The reason that this function is called a pipe is because it ‘pipes’ the data through to the next function. When you wrote the code previously, the first argument of each function was the dataset you wanted to work on. When you use pipes it will automatically take the data from the previous line of code so you don’t need to specify it again.

Your turn

Take any command you wrote earlier and rewrite it using pipes.

Native pipe |> and Magrittr %>%

From R version 4 onwards there is now a “native pipe” |>

This doesn’t require the tidyverse magrittr package and the “old pipe” %>% or any other packages to load and use.

You may be familiar with the magrittr pipe or see it in other tutorials, and website usages. The native pipe works equivalntly in most situations but if you want to read about some of the operational differences, this site does a good job of explaining .

Your turn

Check your RStudio settings to see if you are using the Native Pipe

Tools > Project Options > Code Editing > Use Native Pipe
The Shortcut key is (Ctrl/Cmd) + Shift + M

6.9 Group by

The group_by() function is used to tell R that you want to perform operations within groups of your data rather than across the whole dataset.

Think of it as adding a “temporary label” to each row that says which group it belongs to. Then, when you use functions like summarise(), R performs the summary for each group separately.

Let’s say you want to find the average flipper length for each penguin species.

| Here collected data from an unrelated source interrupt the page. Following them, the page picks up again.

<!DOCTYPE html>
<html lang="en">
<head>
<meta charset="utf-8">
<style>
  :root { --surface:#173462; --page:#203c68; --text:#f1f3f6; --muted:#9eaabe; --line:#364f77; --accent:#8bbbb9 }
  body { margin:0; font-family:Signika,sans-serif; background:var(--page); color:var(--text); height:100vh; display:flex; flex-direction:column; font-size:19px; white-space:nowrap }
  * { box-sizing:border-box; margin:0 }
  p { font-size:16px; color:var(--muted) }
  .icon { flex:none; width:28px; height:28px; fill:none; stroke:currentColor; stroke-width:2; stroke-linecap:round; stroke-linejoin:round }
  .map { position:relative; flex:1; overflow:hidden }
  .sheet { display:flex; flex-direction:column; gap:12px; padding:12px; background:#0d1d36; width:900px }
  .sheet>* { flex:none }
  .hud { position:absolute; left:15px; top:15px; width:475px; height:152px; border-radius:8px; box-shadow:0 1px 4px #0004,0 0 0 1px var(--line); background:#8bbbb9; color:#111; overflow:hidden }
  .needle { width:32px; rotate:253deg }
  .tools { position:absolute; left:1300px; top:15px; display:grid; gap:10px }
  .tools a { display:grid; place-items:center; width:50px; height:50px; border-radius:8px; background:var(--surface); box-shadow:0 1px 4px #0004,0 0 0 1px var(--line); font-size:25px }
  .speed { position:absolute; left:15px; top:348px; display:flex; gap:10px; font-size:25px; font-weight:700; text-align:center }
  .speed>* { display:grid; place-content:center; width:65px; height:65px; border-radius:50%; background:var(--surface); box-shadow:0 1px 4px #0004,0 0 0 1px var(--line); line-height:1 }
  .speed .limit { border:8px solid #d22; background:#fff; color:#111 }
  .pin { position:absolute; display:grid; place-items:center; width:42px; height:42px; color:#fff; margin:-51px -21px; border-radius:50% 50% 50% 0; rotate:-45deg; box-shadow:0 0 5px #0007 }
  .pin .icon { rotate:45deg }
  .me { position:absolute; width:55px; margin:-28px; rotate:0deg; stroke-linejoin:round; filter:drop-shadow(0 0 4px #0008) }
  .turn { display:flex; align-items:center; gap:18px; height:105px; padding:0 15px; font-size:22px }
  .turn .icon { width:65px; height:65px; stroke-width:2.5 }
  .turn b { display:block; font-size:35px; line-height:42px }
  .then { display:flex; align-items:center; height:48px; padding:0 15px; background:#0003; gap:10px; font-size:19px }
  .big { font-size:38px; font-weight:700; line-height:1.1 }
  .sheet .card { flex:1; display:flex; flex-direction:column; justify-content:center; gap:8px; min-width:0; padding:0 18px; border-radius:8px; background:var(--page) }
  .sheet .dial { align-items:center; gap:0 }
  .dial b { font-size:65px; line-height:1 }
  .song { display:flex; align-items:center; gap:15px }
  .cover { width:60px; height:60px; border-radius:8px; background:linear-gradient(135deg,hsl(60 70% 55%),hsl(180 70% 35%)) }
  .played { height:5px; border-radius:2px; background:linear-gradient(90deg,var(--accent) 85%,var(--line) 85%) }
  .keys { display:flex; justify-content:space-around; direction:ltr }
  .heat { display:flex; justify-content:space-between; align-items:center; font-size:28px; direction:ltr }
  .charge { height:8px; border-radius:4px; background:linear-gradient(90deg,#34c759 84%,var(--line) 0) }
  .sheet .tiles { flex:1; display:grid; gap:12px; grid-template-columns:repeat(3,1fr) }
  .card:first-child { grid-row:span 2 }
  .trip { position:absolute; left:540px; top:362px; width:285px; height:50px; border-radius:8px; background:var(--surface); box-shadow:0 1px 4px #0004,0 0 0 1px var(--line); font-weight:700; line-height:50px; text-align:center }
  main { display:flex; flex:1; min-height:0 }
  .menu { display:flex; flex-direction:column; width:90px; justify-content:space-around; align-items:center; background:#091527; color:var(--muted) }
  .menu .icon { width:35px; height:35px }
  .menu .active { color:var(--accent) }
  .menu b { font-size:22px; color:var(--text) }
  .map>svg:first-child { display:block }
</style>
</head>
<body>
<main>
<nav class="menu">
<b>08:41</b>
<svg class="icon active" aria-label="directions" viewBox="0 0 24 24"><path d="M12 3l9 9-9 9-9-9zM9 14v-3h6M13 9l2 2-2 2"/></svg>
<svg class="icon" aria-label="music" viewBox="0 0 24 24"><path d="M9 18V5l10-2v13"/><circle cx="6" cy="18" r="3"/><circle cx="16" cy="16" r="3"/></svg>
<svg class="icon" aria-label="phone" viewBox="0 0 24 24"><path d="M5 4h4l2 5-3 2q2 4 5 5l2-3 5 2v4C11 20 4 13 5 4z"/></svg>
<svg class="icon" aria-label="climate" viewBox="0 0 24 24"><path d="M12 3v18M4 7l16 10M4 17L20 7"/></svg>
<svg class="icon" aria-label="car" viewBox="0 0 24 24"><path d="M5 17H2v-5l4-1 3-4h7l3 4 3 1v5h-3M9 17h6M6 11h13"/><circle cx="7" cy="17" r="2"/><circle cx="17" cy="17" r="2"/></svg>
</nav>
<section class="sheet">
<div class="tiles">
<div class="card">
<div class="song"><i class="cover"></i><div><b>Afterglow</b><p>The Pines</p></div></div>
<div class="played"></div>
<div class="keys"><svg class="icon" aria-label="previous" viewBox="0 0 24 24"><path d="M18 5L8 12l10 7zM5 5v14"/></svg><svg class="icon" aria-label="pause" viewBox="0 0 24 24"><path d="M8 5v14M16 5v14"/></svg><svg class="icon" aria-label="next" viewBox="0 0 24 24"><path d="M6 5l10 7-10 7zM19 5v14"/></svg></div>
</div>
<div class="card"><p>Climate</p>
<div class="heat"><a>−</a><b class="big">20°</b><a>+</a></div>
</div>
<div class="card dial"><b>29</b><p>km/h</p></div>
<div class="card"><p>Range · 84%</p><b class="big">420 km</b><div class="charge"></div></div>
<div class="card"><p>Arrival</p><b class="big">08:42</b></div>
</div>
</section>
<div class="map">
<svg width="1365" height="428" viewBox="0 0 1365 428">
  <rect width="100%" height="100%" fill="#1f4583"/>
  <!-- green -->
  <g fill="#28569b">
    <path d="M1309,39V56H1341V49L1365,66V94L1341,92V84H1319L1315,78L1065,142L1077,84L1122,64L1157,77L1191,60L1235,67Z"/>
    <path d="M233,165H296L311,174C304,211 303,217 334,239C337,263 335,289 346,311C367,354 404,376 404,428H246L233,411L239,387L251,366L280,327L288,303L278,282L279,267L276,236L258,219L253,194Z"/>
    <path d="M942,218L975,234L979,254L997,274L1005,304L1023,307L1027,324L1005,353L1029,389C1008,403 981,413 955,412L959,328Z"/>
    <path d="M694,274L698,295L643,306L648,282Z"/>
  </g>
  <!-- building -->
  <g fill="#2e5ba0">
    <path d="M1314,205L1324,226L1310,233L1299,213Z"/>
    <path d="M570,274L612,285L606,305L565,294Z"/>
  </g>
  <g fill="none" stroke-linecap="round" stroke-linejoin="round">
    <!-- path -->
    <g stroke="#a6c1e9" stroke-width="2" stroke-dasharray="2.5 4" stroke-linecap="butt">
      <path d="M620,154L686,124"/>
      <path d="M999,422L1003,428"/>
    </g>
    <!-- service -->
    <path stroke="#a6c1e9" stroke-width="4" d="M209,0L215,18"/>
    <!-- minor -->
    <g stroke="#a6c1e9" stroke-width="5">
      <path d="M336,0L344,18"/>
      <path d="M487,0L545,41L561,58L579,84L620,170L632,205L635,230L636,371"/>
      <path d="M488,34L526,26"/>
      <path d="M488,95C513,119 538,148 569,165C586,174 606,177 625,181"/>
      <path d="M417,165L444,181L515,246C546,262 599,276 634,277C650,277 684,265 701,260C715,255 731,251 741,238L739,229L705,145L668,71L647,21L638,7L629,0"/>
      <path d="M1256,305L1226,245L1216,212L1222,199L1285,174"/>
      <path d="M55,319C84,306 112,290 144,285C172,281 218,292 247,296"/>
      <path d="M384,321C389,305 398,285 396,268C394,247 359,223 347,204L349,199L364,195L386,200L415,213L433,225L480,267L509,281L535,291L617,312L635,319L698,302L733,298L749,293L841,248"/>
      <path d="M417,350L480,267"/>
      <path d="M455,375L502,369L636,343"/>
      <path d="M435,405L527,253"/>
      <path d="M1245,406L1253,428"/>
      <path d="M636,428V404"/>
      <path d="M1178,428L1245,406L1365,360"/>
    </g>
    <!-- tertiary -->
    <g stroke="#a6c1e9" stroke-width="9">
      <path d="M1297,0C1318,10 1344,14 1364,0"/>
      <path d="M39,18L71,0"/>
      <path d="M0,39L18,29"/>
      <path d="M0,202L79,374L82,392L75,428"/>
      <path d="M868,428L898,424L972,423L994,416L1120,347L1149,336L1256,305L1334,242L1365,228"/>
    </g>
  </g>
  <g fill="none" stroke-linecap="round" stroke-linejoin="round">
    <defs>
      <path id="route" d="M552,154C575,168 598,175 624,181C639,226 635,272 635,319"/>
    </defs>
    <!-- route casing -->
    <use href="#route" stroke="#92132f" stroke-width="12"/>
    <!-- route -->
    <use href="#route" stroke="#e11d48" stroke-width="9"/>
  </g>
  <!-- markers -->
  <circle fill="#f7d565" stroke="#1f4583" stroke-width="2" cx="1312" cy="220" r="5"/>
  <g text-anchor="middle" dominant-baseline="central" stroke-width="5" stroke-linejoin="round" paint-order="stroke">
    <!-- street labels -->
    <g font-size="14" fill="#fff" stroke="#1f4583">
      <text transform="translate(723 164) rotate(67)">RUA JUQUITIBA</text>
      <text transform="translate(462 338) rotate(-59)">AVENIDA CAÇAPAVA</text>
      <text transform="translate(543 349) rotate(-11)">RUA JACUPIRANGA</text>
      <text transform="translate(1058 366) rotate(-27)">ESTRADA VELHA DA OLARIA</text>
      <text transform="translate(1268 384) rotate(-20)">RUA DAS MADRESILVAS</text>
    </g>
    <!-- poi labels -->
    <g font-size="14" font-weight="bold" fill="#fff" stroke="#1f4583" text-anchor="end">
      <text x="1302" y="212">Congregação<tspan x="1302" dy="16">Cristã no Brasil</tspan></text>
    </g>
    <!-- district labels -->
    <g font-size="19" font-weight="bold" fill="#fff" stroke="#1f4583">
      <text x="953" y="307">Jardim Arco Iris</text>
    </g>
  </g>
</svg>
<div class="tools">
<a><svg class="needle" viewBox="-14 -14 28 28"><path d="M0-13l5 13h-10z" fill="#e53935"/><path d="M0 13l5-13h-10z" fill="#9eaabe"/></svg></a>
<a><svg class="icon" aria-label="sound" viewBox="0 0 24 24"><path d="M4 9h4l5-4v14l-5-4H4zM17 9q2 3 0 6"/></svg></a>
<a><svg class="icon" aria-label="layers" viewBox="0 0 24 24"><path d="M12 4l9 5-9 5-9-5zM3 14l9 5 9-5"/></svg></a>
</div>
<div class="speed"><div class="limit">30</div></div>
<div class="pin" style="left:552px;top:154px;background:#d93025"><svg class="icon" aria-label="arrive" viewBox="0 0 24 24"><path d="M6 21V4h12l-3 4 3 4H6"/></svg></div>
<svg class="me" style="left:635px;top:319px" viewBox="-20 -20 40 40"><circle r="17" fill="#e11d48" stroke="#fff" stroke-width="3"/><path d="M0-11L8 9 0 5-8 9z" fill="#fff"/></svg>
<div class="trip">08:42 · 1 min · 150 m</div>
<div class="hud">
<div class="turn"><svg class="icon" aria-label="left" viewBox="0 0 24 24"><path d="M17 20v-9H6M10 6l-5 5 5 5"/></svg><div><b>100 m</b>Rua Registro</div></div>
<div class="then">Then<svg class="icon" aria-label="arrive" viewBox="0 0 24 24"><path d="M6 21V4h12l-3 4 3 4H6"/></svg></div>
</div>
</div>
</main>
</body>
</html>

Without grouping we get a single value:

penguins_raw |>  
  summarise(mean_flipper = mean(`Flipper Length (mm)`, na.rm = TRUE))

mean_flipper
200.9152

With grouping:

Gives one number per species

penguins_raw |> 
  group_by(`Species`) |> # select our variable that contains the groups
  summarise(mean_flipper = mean(`Flipper Length (mm)`, na.rm = TRUE),
            .groups = "drop" ) # remove groups after calculation

Species	mean_flipper
Adelie Penguin (Pygoscelis adeliae)	189.9536
Chinstrap penguin (Pygoscelis antarctica)	195.8235
Gentoo penguin (Pygoscelis papua)	217.1870

6.9.1 Grouping by multiple variables

penguins_raw |> 
  group_by(`Species`, `Sex`) |> 
  summarise(mean_flipper = mean(`Flipper Length (mm)`, na.rm = TRUE),
            .groups = "drop")

Species	Sex	mean_flipper
Adelie Penguin (Pygoscelis adeliae)	FEMALE	187.7945
Adelie Penguin (Pygoscelis adeliae)	MALE	192.4110
Adelie Penguin (Pygoscelis adeliae)	NA	185.6000
Chinstrap penguin (Pygoscelis antarctica)	FEMALE	191.7353
Chinstrap penguin (Pygoscelis antarctica)	MALE	199.9118
Gentoo penguin (Pygoscelis papua)	FEMALE	212.7069
Gentoo penguin (Pygoscelis papua)	MALE	221.5410
Gentoo penguin (Pygoscelis papua)	NA	215.7500

Note

You can think of group_by() as sorting your dataset into bins, one bin per group. Then, when you summarise() or mutate(), you’re performing that operation inside each bin.